Port not closed, process doesn't exit on OpenSuse Tumbleweed with Node v20
toptensoftware opened this issue · comments
SerialPort Version
v9 and v11 (at least)
Node Version
v20.3.1
Electron Version
n/a
Platform
OpenSUSE Tumbleweed: Linux localhost.localdomain 6.4.3-1-default #1 SMP PREEMPT_DYNAMIC Tue Jul 11 06:23:11 UTC 2023 (5ab030f) x86_64 x86_64 x86_64 GNU/Linux
Architecture
x64
Hardware or chipset of serialport
FT232RL and cp210x
What steps will reproduce the bug?
See sample program below using Serial Port v11.
First problem:
- Run program as shown on OpenSusu Tumbleweed with node v20 and the process never exits
- Removing either the data handler section or the drain section allows the process to exit
- Problem doesn't happen on Ubuntu with Node v20 or OpenSusu Tumbleweed with Node v18
- Problem happens with Serial Port v9.0.4 and v11.0.0
Second problem: (probably related), attempting to reopen the serial port after closing it fails with "[Error: Error Resource temporarily unavailable Cannot lock port]".

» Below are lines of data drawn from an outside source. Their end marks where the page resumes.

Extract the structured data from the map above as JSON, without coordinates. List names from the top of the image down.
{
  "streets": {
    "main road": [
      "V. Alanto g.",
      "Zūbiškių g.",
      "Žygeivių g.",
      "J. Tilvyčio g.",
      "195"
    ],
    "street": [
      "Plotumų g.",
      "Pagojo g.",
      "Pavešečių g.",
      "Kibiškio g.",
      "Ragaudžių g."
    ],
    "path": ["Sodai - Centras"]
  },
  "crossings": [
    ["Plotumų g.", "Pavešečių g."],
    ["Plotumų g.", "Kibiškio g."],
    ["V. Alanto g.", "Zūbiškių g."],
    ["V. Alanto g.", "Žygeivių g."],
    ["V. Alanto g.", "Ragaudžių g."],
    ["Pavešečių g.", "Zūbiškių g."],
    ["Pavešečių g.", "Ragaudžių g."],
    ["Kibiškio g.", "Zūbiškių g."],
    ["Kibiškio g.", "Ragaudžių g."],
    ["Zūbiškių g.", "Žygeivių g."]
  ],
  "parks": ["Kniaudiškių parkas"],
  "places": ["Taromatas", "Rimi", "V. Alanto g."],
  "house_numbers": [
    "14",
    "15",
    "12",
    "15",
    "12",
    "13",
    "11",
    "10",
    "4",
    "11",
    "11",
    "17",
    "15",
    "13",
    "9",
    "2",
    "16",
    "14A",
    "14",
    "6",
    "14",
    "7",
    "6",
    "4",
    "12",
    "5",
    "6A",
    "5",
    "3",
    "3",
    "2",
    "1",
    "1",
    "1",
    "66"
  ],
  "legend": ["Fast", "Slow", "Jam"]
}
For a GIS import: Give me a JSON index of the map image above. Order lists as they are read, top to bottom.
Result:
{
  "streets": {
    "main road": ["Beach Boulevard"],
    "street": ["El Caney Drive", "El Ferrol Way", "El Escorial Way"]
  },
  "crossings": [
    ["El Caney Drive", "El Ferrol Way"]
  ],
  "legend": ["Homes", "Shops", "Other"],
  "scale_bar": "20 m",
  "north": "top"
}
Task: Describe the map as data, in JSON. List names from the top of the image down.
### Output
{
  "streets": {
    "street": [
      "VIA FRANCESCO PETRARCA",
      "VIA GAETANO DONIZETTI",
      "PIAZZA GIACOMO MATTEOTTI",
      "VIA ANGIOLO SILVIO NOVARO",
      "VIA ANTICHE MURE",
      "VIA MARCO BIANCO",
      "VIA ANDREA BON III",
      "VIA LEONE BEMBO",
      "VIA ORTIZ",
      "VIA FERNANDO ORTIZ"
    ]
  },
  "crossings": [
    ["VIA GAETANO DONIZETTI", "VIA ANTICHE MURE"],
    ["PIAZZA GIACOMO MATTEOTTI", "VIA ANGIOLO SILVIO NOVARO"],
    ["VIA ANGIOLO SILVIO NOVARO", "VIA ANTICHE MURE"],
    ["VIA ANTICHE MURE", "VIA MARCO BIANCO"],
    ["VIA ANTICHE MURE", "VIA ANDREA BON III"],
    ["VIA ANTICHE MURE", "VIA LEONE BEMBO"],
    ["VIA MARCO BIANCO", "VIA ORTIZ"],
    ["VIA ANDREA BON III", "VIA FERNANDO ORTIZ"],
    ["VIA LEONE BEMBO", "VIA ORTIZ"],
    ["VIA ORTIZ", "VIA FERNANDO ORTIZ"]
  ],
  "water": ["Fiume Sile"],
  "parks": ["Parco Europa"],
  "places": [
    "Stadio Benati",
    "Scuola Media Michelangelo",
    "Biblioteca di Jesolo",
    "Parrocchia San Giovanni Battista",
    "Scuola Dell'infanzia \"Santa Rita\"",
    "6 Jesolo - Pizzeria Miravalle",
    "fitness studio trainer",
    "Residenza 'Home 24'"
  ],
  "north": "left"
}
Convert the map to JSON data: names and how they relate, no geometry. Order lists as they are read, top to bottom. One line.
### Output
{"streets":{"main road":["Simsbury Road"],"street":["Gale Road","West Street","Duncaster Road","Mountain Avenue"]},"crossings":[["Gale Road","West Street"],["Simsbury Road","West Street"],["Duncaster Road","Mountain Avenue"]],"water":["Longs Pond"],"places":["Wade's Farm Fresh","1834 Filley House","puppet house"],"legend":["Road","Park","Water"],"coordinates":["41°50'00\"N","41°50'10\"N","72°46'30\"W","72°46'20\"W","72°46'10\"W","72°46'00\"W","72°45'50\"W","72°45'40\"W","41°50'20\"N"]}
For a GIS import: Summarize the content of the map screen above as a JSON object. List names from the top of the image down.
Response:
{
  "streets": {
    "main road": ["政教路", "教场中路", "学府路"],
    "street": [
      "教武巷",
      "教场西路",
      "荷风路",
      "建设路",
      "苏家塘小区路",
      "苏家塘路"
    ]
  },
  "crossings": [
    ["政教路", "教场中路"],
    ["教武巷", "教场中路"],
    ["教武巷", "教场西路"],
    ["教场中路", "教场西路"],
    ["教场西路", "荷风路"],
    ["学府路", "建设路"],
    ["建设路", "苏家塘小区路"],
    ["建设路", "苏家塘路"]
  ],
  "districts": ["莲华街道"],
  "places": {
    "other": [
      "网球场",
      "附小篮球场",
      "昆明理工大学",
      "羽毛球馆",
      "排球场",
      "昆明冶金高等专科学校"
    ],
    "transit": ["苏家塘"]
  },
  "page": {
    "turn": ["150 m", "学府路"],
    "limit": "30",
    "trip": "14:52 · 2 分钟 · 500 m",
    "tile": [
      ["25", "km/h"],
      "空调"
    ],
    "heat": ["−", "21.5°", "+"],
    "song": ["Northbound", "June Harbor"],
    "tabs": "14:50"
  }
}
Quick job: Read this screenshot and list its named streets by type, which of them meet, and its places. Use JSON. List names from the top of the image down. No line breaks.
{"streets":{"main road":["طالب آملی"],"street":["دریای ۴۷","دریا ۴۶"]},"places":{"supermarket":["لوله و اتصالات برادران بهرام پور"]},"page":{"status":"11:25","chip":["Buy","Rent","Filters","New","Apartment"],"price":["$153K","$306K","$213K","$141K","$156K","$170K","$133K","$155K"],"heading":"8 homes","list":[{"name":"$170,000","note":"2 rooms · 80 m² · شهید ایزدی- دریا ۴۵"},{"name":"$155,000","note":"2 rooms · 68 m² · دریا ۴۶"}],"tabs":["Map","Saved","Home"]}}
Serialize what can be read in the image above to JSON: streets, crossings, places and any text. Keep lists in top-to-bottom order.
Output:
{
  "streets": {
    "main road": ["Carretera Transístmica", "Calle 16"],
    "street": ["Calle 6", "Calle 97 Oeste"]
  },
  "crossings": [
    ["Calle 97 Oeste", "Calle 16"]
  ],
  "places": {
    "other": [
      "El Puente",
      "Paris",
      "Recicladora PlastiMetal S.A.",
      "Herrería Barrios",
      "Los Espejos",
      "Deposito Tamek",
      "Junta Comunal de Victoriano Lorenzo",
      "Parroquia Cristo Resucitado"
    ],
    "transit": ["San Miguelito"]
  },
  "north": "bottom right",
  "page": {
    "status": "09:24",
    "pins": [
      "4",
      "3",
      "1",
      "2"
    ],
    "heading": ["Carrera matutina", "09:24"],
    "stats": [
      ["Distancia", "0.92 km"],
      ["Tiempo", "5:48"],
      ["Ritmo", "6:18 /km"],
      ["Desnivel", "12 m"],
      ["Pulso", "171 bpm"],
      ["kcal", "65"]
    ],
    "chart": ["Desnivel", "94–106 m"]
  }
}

let { SerialPort } = require('serialport');
function open(device, baud)
{
let serialPortOptions = {
dataBits: 8,
stopBits: 1,
parity: 'none',
baudRate: baud,
path: device,
};
return new Promise((resolve, reject) => {
let port = new SerialPort(serialPortOptions, function(err) {
if (err)
reject(err);
else
resolve(port);
});
});
}
function drain(port)
{
// Drain port
return new Promise((resolve, reject) => {
port.drain((function(err) {
if (err)
reject(err);
else
resolve();
}));
});
}
function close(port)
{
return new Promise((resolve, reject) => {
port.close(function(err) {
if (err)
reject(err);
else
resolve();
});
})
}
function onDataHandler(data)
{
console.log("On Data");
}
(async function() {
// Open port
console.log("Opening...");
let port = await open("/dev/ttyUSB0", 115200);
console.log("OK");
// Data handler
port.on('data', onDataHandler);
port.off('data', onDataHandler);
// Drain
console.log("Draining");
await drain(port);
console.log("OK");
// Close
console.log("Closing");
await close(port);
console.log("OK");
// PROBLEM 1: Process never exits.
// Remove "data handler" or "drain" calls above, problem doesn't happen
// PROBLEM 2: (possibly same issue) attempting to re-open the port fails with
// "[Error: Error Resource temporarily unavailable Cannot lock port]"
// Open again...
/*
console.log("Opening (again)...");
port = await open("/dev/ttyUSB0", 115200);
console.log("OK");
*/
})();
What happens?
- Process didn't exit even though all event handlers removed, all completion callbacks invoked and all promises resolved.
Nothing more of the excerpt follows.